Our study has some limitations. It is an observational, retrospective study, performed in a small cohort in a single center. Therefore, associations between Af-related disease and clinical outcomes are difficult to make. Furthermore, we started data collection only as early as 2019, and some patients may have started presenting signs and symptoms of Af-related disease earlier. Total IgE can spontaneously decrease, and specific IgE or precipitins against Af can become negative over time in a certain percentage of cases, preventing clinicians from making the diagnosis [11].

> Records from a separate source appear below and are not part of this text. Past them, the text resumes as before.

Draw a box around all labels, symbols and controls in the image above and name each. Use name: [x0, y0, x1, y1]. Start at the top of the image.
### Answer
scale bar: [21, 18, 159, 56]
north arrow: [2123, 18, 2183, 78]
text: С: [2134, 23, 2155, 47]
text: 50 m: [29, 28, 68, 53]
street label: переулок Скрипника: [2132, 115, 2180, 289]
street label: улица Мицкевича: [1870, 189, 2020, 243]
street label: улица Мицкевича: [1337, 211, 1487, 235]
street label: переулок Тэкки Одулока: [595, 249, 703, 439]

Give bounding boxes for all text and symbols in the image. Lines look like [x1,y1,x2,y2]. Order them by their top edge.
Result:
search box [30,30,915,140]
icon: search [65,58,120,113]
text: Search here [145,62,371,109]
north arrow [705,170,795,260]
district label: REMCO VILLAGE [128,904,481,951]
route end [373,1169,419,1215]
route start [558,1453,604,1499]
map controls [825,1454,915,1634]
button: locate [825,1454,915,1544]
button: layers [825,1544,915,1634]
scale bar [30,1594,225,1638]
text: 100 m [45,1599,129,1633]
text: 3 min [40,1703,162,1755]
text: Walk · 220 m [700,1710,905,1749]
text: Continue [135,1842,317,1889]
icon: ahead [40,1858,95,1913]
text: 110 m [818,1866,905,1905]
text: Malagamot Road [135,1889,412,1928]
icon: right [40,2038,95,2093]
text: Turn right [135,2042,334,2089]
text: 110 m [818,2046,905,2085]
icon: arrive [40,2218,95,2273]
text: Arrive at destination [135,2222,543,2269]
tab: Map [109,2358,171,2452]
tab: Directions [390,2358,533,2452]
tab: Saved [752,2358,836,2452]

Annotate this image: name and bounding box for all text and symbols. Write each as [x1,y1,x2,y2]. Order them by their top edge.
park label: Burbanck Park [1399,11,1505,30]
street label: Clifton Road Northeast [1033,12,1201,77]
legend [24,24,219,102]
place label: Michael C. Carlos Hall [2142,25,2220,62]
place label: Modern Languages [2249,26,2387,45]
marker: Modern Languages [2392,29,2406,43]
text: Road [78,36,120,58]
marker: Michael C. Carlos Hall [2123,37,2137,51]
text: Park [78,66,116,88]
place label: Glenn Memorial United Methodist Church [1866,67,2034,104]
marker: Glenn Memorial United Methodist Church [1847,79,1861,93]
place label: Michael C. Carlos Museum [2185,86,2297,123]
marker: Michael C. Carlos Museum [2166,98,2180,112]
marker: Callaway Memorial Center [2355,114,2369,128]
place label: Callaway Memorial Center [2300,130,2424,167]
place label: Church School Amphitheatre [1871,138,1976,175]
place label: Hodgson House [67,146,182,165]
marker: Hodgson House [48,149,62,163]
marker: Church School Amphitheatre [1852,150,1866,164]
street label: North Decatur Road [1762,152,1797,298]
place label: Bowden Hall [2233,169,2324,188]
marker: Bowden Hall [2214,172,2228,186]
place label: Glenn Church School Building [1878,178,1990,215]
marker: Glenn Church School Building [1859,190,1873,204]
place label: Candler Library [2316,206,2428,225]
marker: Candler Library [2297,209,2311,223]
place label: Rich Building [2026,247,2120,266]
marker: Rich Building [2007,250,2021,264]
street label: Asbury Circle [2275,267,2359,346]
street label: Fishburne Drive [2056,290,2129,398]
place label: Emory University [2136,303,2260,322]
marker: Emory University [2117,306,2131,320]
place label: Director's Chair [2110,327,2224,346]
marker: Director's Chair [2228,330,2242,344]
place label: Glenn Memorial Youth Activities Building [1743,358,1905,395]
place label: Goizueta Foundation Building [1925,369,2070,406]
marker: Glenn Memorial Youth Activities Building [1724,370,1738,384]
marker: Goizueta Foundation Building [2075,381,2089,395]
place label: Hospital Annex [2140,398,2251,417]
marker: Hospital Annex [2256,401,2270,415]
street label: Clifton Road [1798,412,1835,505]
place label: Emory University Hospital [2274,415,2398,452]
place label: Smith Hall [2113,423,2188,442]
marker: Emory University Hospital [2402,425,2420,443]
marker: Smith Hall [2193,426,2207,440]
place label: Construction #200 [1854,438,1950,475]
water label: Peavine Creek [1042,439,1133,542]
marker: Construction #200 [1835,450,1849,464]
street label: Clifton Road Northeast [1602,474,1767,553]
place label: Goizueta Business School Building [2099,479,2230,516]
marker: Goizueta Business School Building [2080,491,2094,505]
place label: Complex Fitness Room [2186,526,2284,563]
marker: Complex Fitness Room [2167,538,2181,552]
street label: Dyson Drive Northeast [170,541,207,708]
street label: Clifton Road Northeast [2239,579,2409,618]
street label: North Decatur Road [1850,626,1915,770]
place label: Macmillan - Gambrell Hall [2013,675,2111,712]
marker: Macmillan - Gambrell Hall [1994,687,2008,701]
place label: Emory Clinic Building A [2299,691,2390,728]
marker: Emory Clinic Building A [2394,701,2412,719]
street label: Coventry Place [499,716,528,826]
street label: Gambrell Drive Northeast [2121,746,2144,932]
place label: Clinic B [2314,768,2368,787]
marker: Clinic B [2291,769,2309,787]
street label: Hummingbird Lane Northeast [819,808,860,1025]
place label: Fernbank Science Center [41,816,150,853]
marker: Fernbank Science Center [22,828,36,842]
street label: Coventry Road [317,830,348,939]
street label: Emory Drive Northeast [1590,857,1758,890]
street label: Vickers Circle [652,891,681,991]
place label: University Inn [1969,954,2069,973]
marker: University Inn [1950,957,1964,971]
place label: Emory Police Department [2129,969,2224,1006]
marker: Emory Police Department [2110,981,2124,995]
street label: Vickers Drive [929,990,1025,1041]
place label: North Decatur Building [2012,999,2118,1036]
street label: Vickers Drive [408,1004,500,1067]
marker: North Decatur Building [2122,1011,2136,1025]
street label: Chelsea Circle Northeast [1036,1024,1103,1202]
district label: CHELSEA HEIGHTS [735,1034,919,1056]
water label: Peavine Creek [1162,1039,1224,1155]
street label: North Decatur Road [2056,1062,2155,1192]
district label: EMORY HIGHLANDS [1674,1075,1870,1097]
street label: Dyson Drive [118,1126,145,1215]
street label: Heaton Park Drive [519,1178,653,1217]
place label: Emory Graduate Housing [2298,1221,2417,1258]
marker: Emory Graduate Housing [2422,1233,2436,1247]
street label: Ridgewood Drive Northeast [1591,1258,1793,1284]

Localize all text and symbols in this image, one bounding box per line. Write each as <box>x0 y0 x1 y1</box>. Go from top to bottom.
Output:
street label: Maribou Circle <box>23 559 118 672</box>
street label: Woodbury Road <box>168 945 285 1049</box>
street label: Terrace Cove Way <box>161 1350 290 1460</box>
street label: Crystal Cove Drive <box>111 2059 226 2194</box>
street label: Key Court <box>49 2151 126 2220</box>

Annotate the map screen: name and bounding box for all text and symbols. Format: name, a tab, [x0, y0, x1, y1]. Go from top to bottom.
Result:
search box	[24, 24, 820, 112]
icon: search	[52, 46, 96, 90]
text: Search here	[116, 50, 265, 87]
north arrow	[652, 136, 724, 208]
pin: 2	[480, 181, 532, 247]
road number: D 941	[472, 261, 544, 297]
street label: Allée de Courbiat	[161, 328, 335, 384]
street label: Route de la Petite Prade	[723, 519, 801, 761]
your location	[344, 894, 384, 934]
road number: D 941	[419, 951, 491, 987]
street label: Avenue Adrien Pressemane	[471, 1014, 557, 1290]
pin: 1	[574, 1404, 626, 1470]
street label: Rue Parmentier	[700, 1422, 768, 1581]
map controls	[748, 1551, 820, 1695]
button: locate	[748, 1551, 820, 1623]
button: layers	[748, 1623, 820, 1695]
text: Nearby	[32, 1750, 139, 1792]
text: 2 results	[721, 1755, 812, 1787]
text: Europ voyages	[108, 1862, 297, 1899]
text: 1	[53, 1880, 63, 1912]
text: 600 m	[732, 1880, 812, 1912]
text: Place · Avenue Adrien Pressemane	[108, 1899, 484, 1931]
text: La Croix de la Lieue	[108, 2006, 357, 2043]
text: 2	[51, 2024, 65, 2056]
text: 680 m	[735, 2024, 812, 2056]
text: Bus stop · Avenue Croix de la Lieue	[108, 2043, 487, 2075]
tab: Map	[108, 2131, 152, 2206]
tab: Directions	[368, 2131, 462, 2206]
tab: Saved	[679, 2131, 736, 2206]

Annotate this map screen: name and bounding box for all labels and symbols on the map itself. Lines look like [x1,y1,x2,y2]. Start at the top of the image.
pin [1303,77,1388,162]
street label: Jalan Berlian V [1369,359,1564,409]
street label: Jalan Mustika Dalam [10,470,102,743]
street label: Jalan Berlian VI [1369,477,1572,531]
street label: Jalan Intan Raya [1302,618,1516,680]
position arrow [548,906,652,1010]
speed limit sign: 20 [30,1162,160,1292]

This study could not determine whether ABPA or sensitization to Af is a direct mediator of CF lung impairment or if patients with advanced lung disease are to a greater extent more susceptible to A. fumigatus disease. However, our data confirm previous studies where patients with ABPA had impaired lung function and required more hospitalizations, suggesting a severe clinical picture [48,51]. Prospective longitudinal studies are needed to assess the risk factors for Af-related disease and to explore the interactions between Af and other microorganisms such as P. aeruginosa in the airways of CF patients.

5. Conclusions

This study showed that Af played a pivotal role in pediatric patients with CF and that ABPA and Af sensitization had a relevant clinical impact in terms of exacerbations and lung structural damage. These findings highlight that annual screening for total serum IgE levels and Aspergillus-specific IgE levels is essential to intercept the onset of Aspergillus sensitization and/or signs of ABPA. Early diagnosis and regular treatment of ABPA seems crucial to prevent serious and potentially irreversible lung damage. Patients colonized or chronically infected with P. aeruginosa or multiresistant microorganisms should be regularly tested for A. fumigatus sensitization. In addition, eradication of Aspergillus in the sensitized patient could lead to a better clinical outcome by preventing progression to ABPA and limiting lung damage. However, in CF patients with Af, the precise timing for initiating treatment is still controversial. Similarly, it is unclear whether individuals sensitized to Aspergillus might benefit from early eradication treatment and if it could somehow prevent the development of ABPA. Imaging techniques play a key role in the management of Aspergillus-related disease. Chest HRCT can differentiate between harmless colonization and infection, allow early identification of structural abnormalities associated with A. fumigatus infection and therefore support the decision to start pharmacological treatment. Further studies on chest MRI could improve the diagnosis of Af disease and allow close monitoring of the disease and treatment over time without exposing the patient to radiations [52].